EXERCISE DETAILS:
All pictures are to be skipped; retype only the lines from the top of the entries through the line with "0 #614e3b) drop-shadow(-2px", both included.

(Stored items)
-----
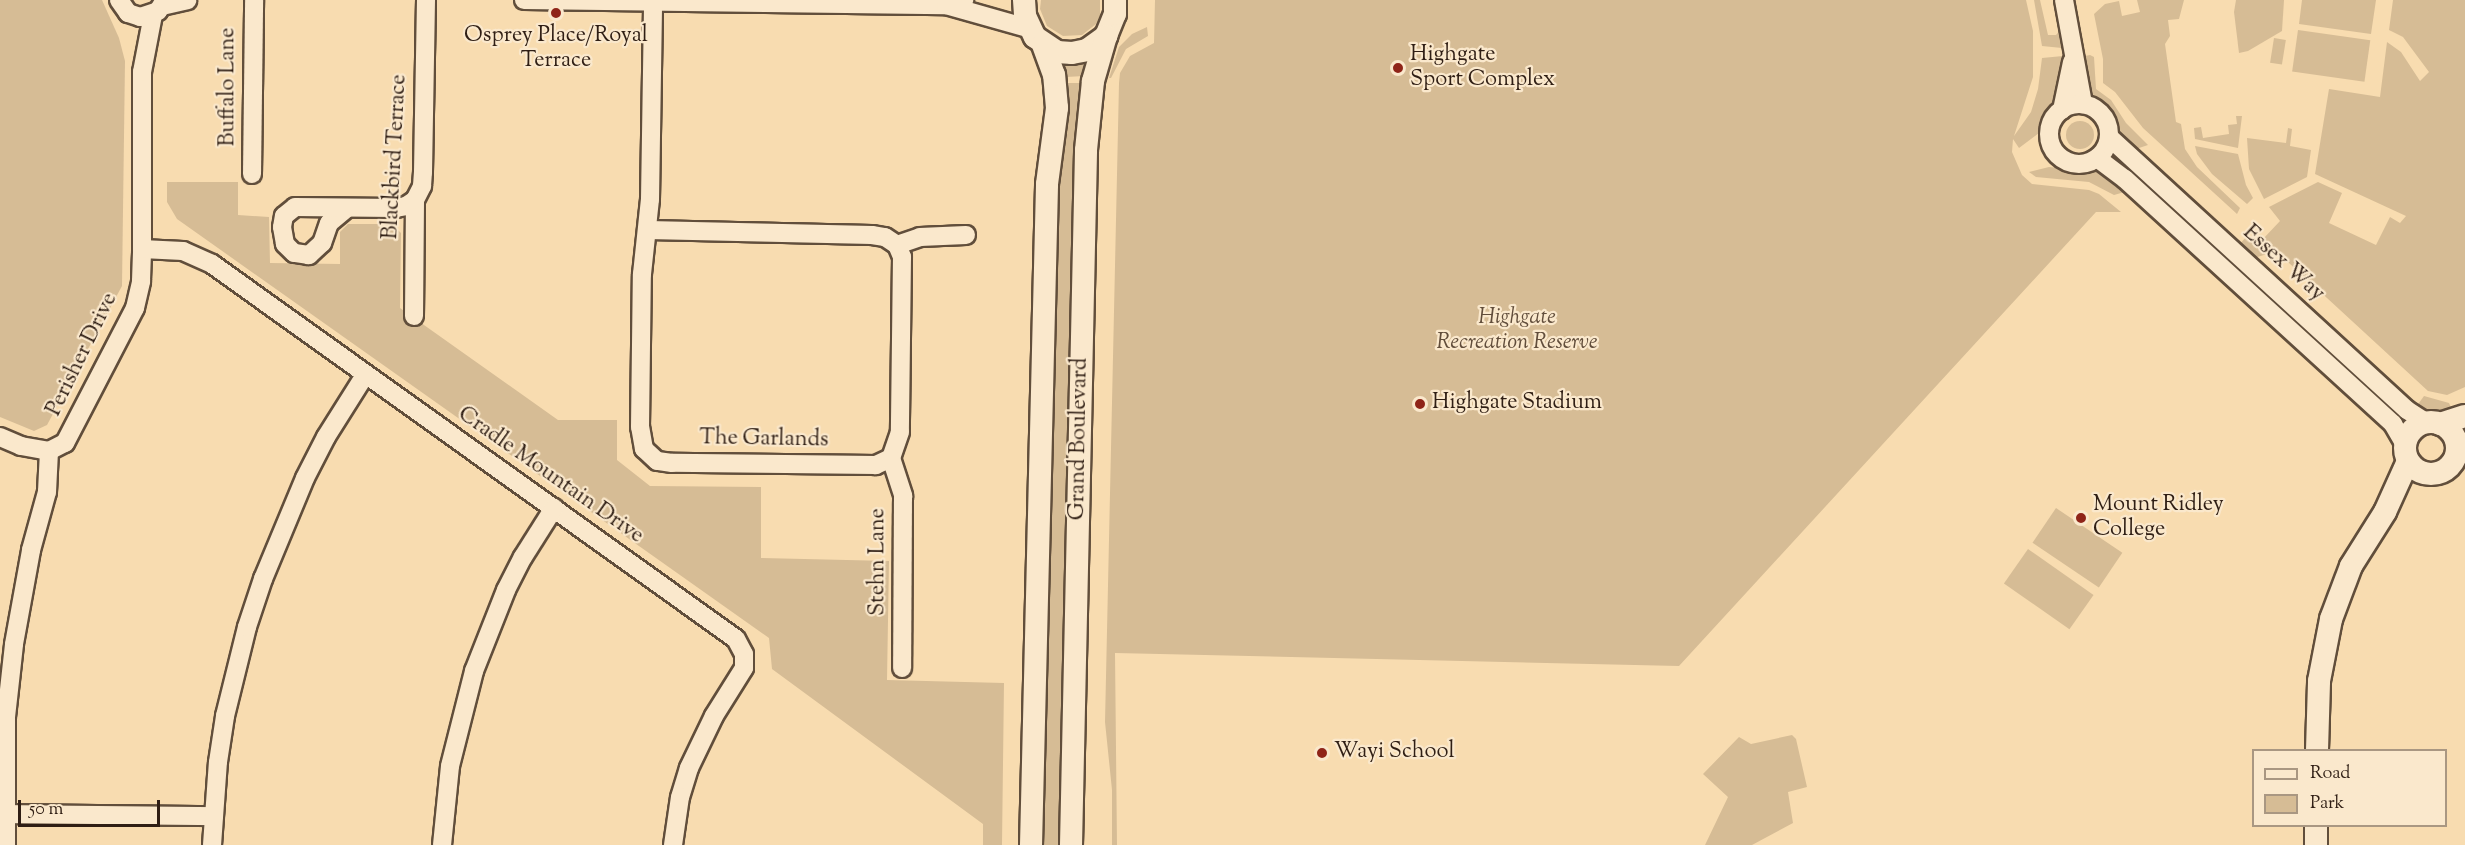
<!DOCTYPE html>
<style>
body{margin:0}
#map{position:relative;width:2465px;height:845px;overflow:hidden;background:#f8dcb0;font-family:"Sorts Mill Goudy",serif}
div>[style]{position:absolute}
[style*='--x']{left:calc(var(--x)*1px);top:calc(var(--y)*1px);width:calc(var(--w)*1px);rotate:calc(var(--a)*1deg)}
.green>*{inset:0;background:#d6bc95;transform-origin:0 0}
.round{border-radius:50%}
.roads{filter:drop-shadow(2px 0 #614e3b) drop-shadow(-2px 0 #614e3b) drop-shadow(0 2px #614e3b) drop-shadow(0 -2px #614e3b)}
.minor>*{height:18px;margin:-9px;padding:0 9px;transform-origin:9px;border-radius:9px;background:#fae8cc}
.minor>.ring{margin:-9px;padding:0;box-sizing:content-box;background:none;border:18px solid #fae8cc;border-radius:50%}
.tertiary>*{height:22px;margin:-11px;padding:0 11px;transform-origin:11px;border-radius:11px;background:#fae8cc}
.tertiary>.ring{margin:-11px;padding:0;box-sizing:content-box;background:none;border:22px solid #fae8cc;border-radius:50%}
.dots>*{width:16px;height:16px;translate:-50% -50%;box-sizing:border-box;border:3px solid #fae8cc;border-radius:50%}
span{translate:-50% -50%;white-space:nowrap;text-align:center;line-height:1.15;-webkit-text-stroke:4.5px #fae8cc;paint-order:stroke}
.poi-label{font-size:22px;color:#2f1e14}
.left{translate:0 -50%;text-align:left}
.street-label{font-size:22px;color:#2f1e14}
.park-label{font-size:22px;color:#614d3b;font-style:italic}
.legend{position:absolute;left:2252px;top:749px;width:195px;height:78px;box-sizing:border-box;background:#fae8cc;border:2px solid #a99782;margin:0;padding:8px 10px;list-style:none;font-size:18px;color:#2f1e14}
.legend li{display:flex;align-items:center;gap:12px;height:30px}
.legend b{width:30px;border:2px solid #a99782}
.scale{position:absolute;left:18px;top:800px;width:142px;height:27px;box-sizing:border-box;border:3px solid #2f1e14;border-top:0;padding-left:8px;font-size:18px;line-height:21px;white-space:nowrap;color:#2f1e14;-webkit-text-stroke:4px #fae8cc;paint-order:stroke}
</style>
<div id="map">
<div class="green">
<i style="clip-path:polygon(0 0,102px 0,119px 38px,125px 61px,122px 286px,47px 425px,34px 431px,0 417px)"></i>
<i style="clip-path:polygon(1041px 0,1100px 0,1100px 15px,1096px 24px,1082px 35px,1063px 36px,1047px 26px,1040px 9px)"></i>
<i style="clip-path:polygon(1155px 0,2026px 0,2033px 31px,2033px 77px,2014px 136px,2031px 112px,2038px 89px,2042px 58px,2063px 56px,2057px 95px,2043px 120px,2039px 133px,2019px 148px,2013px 139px,2012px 152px,2022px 175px,2032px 184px,2089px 190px,2099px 194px,2121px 212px,2096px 212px,1679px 666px,1115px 653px,1117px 845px,1112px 845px,1112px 790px,1105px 722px,1119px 83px,1120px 73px,1130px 56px,1154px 43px)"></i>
<i style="clip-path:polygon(2034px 0,2040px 0,2048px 35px,2056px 35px,2061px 29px,2062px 48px,2042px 46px)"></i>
<i style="clip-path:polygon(2137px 0,2184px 0,2179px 19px,2168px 20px,2170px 36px,2165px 44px,2176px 122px,2181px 124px,2185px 149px,2197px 167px,2240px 208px,2237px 214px,2143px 128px,2115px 92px,2103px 83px,2103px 59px,2094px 14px,2105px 4px,2119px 1px,2122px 16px,2140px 12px)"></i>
<i style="clip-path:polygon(2236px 0,2284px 0,2282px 31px,2248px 51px,2239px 53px,2234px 12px)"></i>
<i style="clip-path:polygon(2302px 0,2376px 0,2371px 34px,2299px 24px)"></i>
<i style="clip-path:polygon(2393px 0,2465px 0,2465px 387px,2447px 395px,2428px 391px,2263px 239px,2280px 221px,2269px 207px,2318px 182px,2342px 193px,2329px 223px,2376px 245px,2390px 217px,2400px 223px,2406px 216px,2315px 174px,2329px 89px,2380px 97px,2387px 42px,2401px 52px,2420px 81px,2429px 72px,2403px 37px,2389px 30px)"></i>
<i style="clip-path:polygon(1147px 27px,1148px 36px,1126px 49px,1111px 78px,1109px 78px,1119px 47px,1132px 34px)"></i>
<i style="left:2298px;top:30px;width:73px;height:42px;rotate:8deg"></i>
<i style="left:2274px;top:38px;width:12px;height:25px;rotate:9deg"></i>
<i style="clip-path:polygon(1090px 53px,1084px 76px,1066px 77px,1060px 57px)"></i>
<i style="clip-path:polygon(2090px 55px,2094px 57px,2096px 89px,2111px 100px,2126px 123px,2148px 145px,2133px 150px,2120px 133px,2112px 113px,2088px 92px,2085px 79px,2085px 56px)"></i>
<i style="clip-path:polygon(1068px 83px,1082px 83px,1076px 151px,1059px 845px,1043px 845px,1059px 188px,1068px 128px)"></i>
<i style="clip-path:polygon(2236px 116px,2242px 116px,2238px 148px,2195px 139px,2194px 128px,2201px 127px,2203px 138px,2229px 134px,2228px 125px,2237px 124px)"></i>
<i class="round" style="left:2066px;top:121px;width:28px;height:28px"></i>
<i style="clip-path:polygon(2288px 128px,2292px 129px,2290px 146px,2311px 150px,2307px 177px,2264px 199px,2249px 169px,2247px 138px,2286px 143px)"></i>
<i style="clip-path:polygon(2195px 146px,2238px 154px,2246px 185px,2253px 198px,2247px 204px,2212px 174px,2197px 154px)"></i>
<i style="clip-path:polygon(2115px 151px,2213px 241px,2210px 246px,2111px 160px)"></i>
<i style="clip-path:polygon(2049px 167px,2097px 172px,2128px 191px,2114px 195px,2089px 182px,2036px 177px,2029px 172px)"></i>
<i style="clip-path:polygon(167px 182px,238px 182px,238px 215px,269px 217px,270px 263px,340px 264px,340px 232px,348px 224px,392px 224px,401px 233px,400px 308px,558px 420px,617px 420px,617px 460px,650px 486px,761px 487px,761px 558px,889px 561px,887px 680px,1004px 683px,1002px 845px,983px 845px,983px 824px,772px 669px,769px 638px,177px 219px,167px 202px)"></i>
<i style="clip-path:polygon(2247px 236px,2267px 254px,2251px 259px,2238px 246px)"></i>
<i style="left:2228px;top:256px;width:233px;height:5px;rotate:42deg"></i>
<i style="clip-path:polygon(2424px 396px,2449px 403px,2452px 410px,2438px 414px,2422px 411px,2416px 407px)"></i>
<i style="left:2056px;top:508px;width:80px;height:42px;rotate:34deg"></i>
<i style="left:2028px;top:549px;width:80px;height:42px;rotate:35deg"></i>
<i style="clip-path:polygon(1792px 735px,1796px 739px,1807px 787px,1788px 792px,1793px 823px,1752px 845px,1705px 845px,1728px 797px,1703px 774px,1739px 737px,1751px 744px)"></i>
</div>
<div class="roads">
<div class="minor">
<i style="--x:119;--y:0;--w:16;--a:55"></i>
<i style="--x:128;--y:13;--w:13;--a:18"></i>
<i style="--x:140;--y:17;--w:19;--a:-18"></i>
<i style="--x:158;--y:11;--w:13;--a:-58"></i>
<i style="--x:524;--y:0;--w:422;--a:0.7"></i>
<i style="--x:946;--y:5;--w:19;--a:-16"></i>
<i style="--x:2064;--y:0;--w:106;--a:79.6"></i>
<i style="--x:946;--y:5;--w:85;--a:15.7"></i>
<i style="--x:162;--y:6;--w:26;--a:-13"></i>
<i class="ring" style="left:2049px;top:104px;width:42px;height:42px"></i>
<i style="--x:2062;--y:110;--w:49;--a:-78.2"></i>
<i style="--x:2109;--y:137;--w:404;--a:42.5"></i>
<i style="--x:2407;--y:410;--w:24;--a:33"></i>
<i style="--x:2097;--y:158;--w:35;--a:37"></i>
<i style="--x:2125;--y:179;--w:363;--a:42.4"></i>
<i style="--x:2393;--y:424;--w:24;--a:60"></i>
<i style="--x:252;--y:174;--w:174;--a:-89.3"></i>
<i style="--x:347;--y:208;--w:23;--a:140"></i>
<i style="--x:329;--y:223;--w:21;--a:109"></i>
<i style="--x:322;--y:243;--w:18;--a:137"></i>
<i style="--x:309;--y:255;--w:15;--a:-172"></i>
<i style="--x:294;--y:253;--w:13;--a:-135"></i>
<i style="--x:285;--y:244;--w:17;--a:-100"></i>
<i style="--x:282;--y:227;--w:11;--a:-80"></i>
<i style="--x:284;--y:216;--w:14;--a:-39"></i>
<i style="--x:295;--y:207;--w:101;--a:0.6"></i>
<i style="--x:396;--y:208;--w:10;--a:-11"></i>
<i style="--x:406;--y:206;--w:11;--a:-34"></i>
<i style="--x:648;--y:230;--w:224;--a:1.3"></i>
<i style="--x:872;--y:235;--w:13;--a:9"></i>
<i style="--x:885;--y:237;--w:14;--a:34"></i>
<i style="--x:897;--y:245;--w:13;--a:67"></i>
<i style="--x:902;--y:257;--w:175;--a:90.7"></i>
<i style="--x:900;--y:432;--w:28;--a:109"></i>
<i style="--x:891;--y:458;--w:17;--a:155"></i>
<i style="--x:876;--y:465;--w:204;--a:-179.4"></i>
<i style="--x:672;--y:463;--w:15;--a:-172"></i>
<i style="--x:657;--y:461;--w:18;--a:-137"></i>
<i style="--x:644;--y:449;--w:22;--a:-100"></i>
<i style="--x:640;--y:427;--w:153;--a:-89.3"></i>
<i style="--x:642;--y:274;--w:75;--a:-83.9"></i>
<i style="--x:650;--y:199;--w:197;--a:-89.1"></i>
<i style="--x:897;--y:245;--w:24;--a:-19"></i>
<i style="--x:920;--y:237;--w:46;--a:-2.5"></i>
<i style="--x:142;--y:249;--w:41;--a:2.8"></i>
<i style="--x:183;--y:251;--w:32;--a:24"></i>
<i style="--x:212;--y:264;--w:644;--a:35.59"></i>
<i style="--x:736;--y:639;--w:17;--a:62"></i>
<i style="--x:744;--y:654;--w:14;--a:90"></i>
<i style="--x:744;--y:668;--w:57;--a:122"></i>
<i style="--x:714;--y:716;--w:58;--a:115.7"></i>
<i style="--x:689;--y:768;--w:30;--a:107"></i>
<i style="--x:680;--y:797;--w:49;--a:98.3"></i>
<i style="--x:414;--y:316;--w:116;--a:-89.5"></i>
<i style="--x:415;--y:200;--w:16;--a:-63"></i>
<i style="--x:422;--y:186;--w:14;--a:-86"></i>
<i style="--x:423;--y:172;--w:172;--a:-89"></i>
<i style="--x:0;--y:437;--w:23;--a:23"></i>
<i style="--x:21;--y:446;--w:28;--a:10"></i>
<i style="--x:49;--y:451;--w:18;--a:-27"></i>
<i style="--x:65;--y:443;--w:152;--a:-62.6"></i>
<i style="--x:135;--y:308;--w:28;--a:-77"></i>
<i style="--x:141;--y:281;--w:32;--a:-88"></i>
<i style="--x:142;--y:249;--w:177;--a:-90"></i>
<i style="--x:142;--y:72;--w:58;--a:-79.1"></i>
<i style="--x:891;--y:458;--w:40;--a:72"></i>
<i style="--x:903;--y:496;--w:172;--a:90.3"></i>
<i style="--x:6;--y:814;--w:208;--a:0.6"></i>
<i style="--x:6;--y:845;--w:128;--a:-90"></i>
<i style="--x:6;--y:717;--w:73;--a:-83.7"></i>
<i style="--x:14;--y:644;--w:96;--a:-79.7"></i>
<i style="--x:31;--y:550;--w:60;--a:-74.6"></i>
<i style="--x:47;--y:492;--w:41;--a:-87.2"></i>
<i style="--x:212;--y:845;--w:83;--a:-85.9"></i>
<i style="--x:218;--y:762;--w:47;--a:-81.3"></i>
<i style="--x:225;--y:716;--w:92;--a:-76.1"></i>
<i style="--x:247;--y:627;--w:51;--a:-71.6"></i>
<i style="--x:263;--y:579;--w:109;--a:-67.4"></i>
<i style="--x:305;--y:478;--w:46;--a:-62.9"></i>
<i style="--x:326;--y:437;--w:73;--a:-57.8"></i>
<i style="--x:442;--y:845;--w:79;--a:-84.2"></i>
<i style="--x:450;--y:766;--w:98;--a:-75.8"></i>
<i style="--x:474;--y:671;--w:87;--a:-68.4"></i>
<i style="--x:506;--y:590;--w:37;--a:-63"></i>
<i style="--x:523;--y:557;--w:58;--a:-57.7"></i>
</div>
<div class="tertiary">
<i style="--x:1024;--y:0;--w:16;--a:86"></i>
<i style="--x:1025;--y:16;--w:23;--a:65"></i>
<i style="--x:1035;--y:37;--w:27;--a:34"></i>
<i style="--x:1057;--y:52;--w:15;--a:4"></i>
<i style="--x:1072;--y:53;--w:15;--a:-11"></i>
<i style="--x:1087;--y:50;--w:24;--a:-36"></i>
<i style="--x:1106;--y:36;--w:24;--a:-68"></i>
<i style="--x:1115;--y:14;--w:14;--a:-90"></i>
<i class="ring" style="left:2405px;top:422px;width:30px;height:30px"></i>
<i style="--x:2440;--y:424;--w:26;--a:-18"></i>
<i style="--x:2317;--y:750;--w:69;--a:-88.3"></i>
<i style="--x:2319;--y:681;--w:63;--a:-79"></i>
<i style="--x:2331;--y:619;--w:57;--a:-69.3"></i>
<i style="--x:2351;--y:566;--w:64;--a:-57.8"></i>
<i style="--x:2385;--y:512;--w:56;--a:-65.7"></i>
<i style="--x:1031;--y:845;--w:661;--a:-88.61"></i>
<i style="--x:1047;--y:184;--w:77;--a:-82.5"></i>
<i style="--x:1057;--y:108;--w:33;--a:-95"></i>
<i style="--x:1054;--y:75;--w:32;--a:-110"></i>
<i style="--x:1071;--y:845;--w:695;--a:-88.76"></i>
<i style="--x:1086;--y:150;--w:69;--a:-84.2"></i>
<i style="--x:1093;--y:81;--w:47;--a:-73.9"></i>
<i style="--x:2316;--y:845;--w:19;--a:-90"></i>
</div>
</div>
<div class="dots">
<i style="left:556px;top:13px;background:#8f2418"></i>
<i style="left:1398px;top:68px;background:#8f2418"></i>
<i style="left:1420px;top:404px;background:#8f2418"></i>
<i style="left:2081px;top:518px;background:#8f2418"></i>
<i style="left:1322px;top:753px;background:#8f2418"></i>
</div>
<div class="poi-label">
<span style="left:556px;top:49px">Osprey Place/Royal<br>Terrace</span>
<span class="left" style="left:1410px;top:68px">Highgate<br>Sport Complex</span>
<span class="left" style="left:1432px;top:404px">Highgate Stadium</span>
<span class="left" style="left:2093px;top:518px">Mount Ridley<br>College</span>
<span class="left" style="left:1334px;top:753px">Wayi School</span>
</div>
<div class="street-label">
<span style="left:229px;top:87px;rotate:-90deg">Buffalo Lane</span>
<span style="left:396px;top:157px;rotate:-87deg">Blackbird Terrace</span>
<span style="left:2283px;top:264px;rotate:42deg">Essex Way</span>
<span style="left:83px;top:355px;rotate:-64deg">Perisher Drive</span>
<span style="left:1080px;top:439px;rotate:-89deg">Grand Boulevard</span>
<span style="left:764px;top:440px;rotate:1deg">The Garlands</span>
<span style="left:550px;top:476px;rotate:35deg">Cradle Mountain Drive</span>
<span style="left:879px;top:562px;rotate:-90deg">Stehn Lane</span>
</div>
<div class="park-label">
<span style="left:1517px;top:331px">Highgate<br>Recreation Reserve</span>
</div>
<ul class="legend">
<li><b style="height:8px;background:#fae8cc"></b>Road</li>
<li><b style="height:16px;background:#d6bc95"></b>Park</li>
</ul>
<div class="scale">50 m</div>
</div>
-----
WRITTEN REPLY:
<!DOCTYPE html>
<style>
body{margin:0}
#map{position:relative;width:2465px;height:845px;overflow:hidden;background:#f8dcb0;font-family:"Sorts Mill Goudy",serif}
div>[style]{position:absolute}
[style*='--x']{left:calc(var(--x)*1px);top:calc(var(--y)*1px);width:calc(var(--w)*1px);rotate:calc(var(--a)*1deg)}
.green>*{inset:0;background:#d6bc95;transform-origin:0 0}
.round{border-radius:50%}
.roads{filter:drop-shadow(2px 0 #614e3b) drop-shadow(-2px 0 #614e3b) drop-shadow(0 2px #614e3b) drop-shadow(0 -2px #614e3b)}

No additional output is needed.